• _Your goal_
Every line from the one holding "Bounding boxes for" through the one holding "top to bottom." in the data below must be returned exactly, both ends included, with pictures left out and nothing else added.

• _Working data_
....
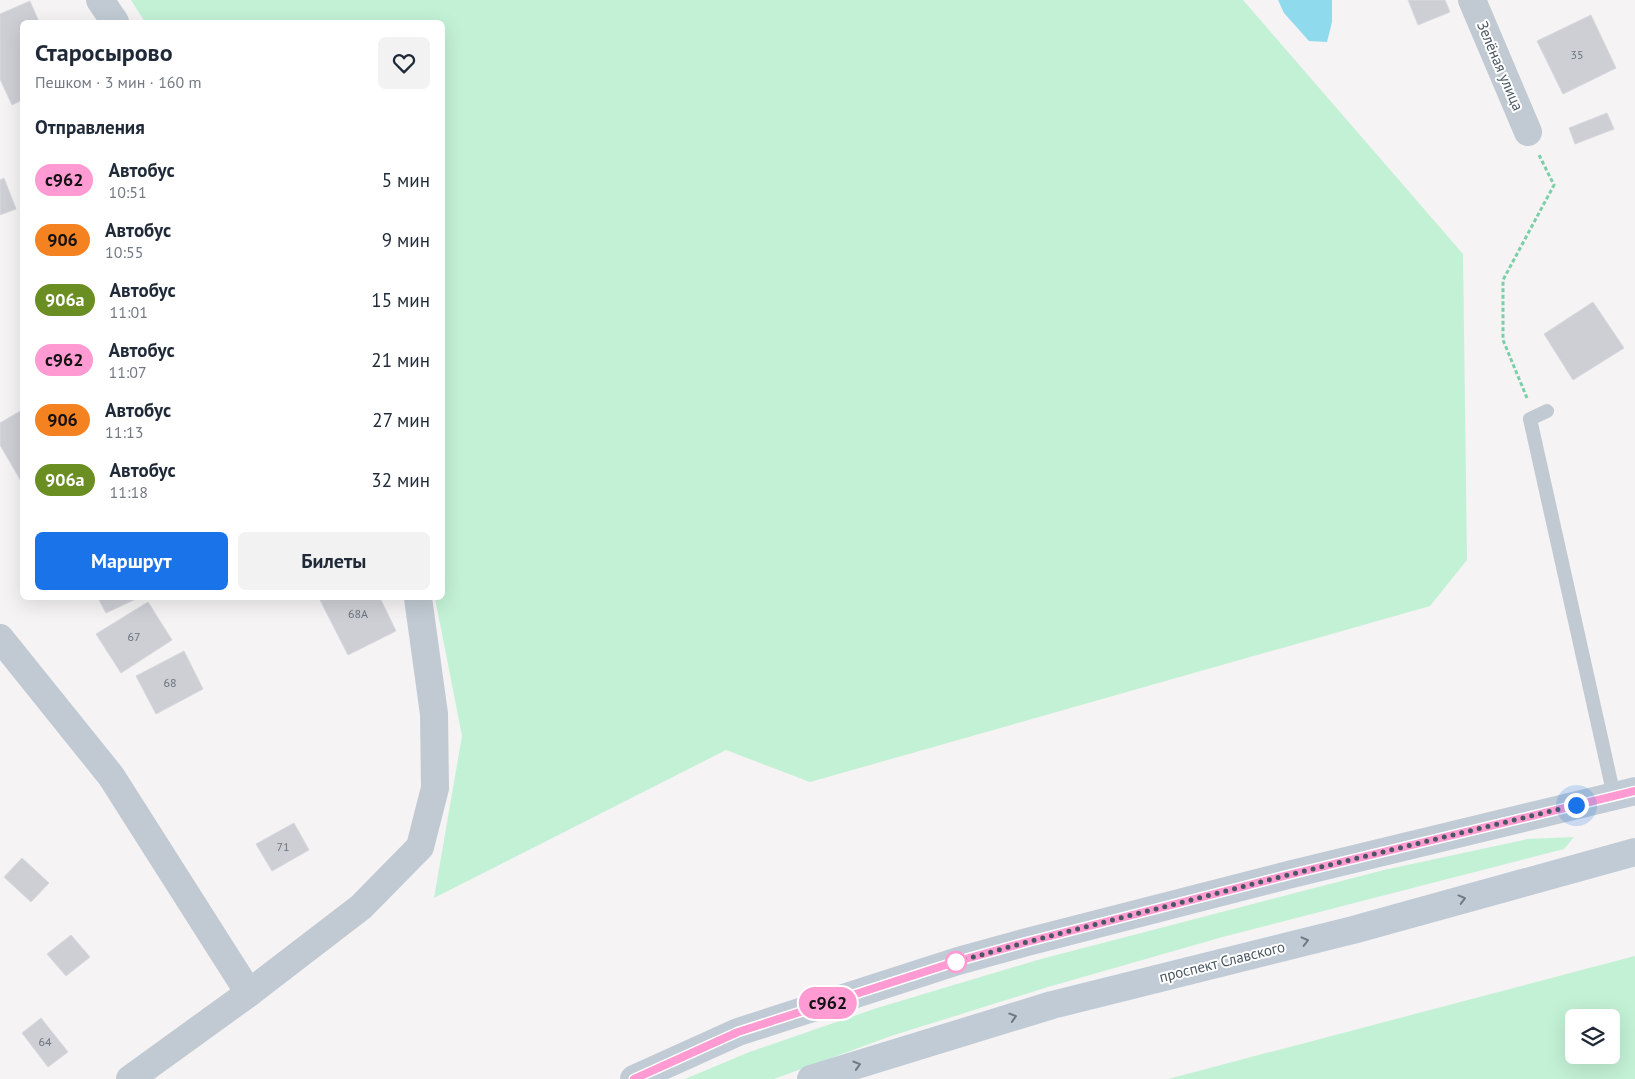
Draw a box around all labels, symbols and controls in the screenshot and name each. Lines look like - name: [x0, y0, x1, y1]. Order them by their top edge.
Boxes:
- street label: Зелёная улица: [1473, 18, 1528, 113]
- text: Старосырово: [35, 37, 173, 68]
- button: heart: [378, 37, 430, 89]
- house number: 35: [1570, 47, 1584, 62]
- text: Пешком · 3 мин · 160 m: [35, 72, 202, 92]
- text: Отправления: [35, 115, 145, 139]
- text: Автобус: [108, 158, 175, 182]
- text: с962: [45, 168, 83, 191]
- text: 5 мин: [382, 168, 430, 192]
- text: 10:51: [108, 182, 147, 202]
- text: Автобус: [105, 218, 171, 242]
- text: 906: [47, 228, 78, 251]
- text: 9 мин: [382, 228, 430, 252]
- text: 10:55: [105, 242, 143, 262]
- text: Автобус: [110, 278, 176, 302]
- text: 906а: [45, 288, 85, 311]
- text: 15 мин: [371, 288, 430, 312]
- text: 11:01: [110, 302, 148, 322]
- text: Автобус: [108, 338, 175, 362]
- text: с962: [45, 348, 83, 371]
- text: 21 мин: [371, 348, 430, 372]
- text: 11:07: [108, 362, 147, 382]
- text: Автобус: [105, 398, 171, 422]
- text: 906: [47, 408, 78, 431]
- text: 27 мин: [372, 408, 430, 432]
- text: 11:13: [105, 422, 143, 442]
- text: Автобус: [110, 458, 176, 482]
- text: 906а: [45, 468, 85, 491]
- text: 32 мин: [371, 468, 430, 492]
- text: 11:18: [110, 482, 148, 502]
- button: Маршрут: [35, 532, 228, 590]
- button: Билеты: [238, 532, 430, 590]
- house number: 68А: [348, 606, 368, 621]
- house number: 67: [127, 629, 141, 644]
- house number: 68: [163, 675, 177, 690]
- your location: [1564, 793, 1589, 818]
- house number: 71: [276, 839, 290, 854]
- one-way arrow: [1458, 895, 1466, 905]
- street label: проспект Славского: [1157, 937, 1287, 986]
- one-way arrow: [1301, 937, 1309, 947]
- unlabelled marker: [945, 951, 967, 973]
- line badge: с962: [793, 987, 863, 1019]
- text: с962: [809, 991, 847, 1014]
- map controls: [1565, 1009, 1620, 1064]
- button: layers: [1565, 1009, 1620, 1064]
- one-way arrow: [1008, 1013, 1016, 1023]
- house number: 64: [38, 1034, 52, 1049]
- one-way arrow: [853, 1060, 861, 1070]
....
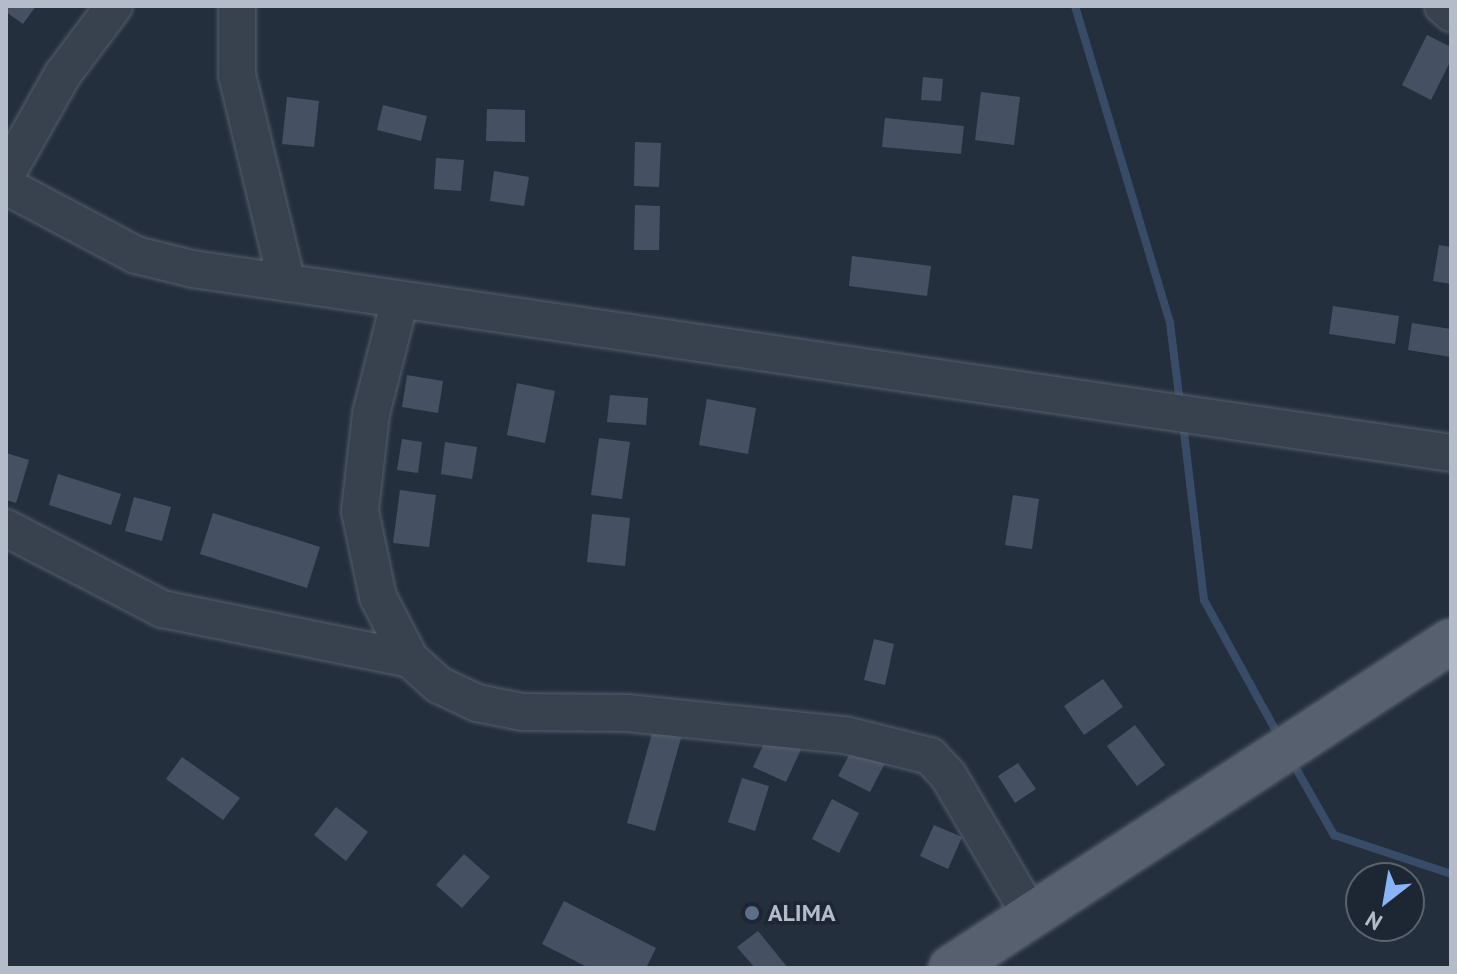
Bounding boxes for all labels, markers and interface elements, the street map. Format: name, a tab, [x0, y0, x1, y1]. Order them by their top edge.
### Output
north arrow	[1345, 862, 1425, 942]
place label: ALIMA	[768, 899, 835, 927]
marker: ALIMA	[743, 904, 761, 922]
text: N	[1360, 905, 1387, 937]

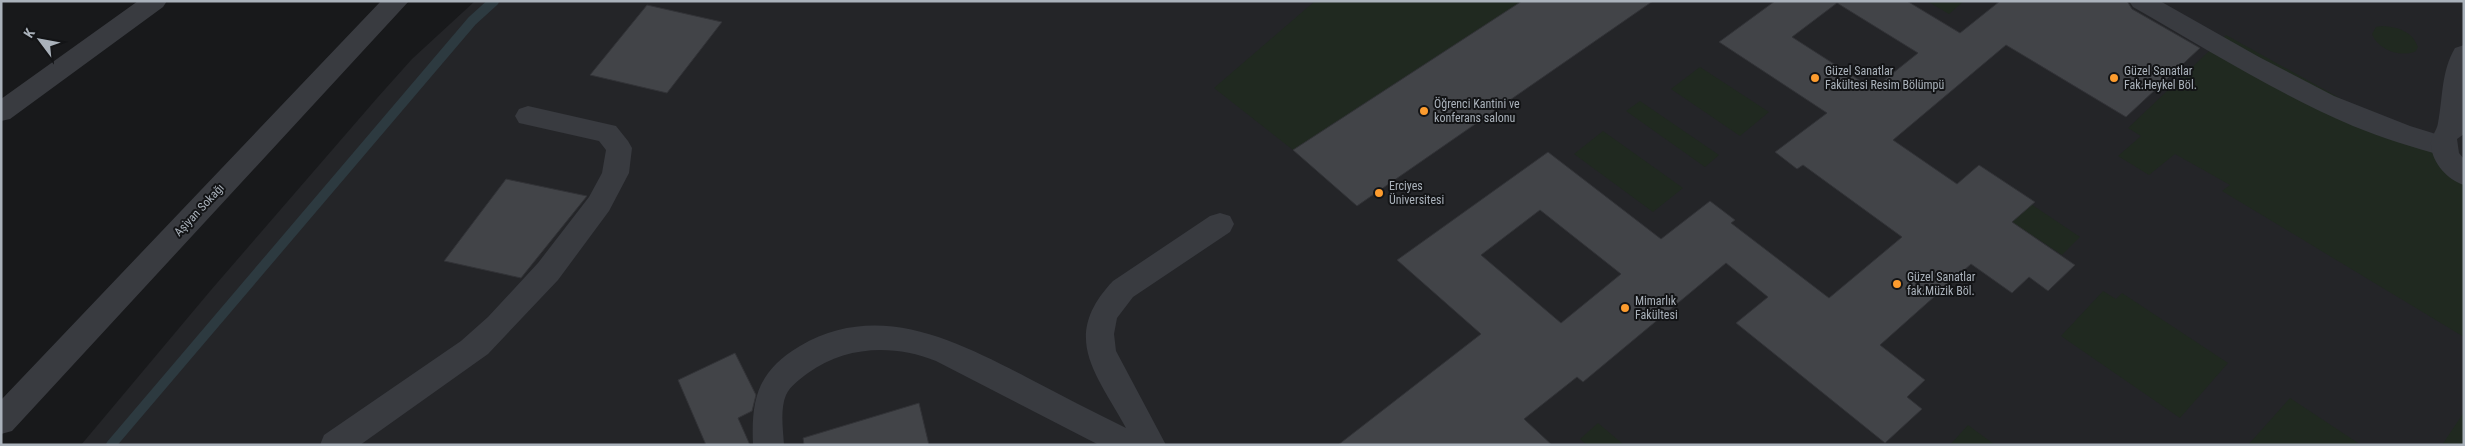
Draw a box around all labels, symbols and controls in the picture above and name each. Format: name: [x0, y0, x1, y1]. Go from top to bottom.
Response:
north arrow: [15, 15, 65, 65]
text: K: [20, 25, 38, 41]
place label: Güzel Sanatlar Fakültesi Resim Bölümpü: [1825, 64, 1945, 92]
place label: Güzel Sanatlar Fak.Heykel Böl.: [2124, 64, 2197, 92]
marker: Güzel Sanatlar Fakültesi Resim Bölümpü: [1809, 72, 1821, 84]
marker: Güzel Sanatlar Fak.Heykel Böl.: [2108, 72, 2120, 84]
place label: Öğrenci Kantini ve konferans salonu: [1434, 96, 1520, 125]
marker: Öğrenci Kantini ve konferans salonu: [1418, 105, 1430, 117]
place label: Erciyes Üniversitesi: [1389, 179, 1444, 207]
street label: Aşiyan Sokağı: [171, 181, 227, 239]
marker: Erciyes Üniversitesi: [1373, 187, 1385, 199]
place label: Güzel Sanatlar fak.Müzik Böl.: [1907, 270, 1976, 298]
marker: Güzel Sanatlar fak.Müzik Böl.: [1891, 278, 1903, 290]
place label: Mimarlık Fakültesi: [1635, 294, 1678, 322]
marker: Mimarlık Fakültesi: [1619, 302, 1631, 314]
....
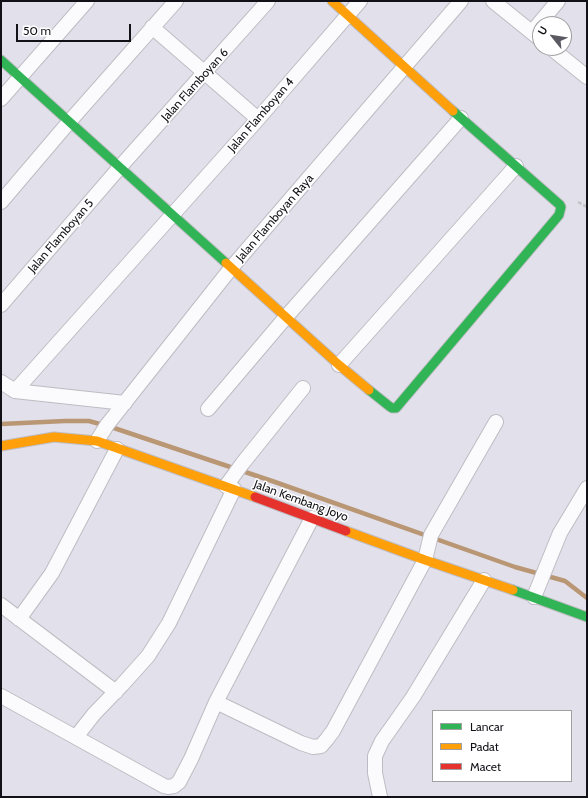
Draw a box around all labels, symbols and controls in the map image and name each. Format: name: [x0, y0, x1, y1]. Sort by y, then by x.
....
• _Written answer_
Bounding boxes for all labels, markers and interface elements, the street map. Format: name, a tab, [x0, y0, x1, y1]. Order them by their top edge.
### Output
north arrow	[1345, 862, 1425, 942]
place label: ALIMA	[768, 899, 835, 927]
marker: ALIMA	[743, 904, 761, 922]
text: N	[1360, 905, 1387, 937]

Draw a box around all labels, symbols and controls in the picture above and name each. Format: name: [x0, y0, x1, y1]. Go from top to bottom.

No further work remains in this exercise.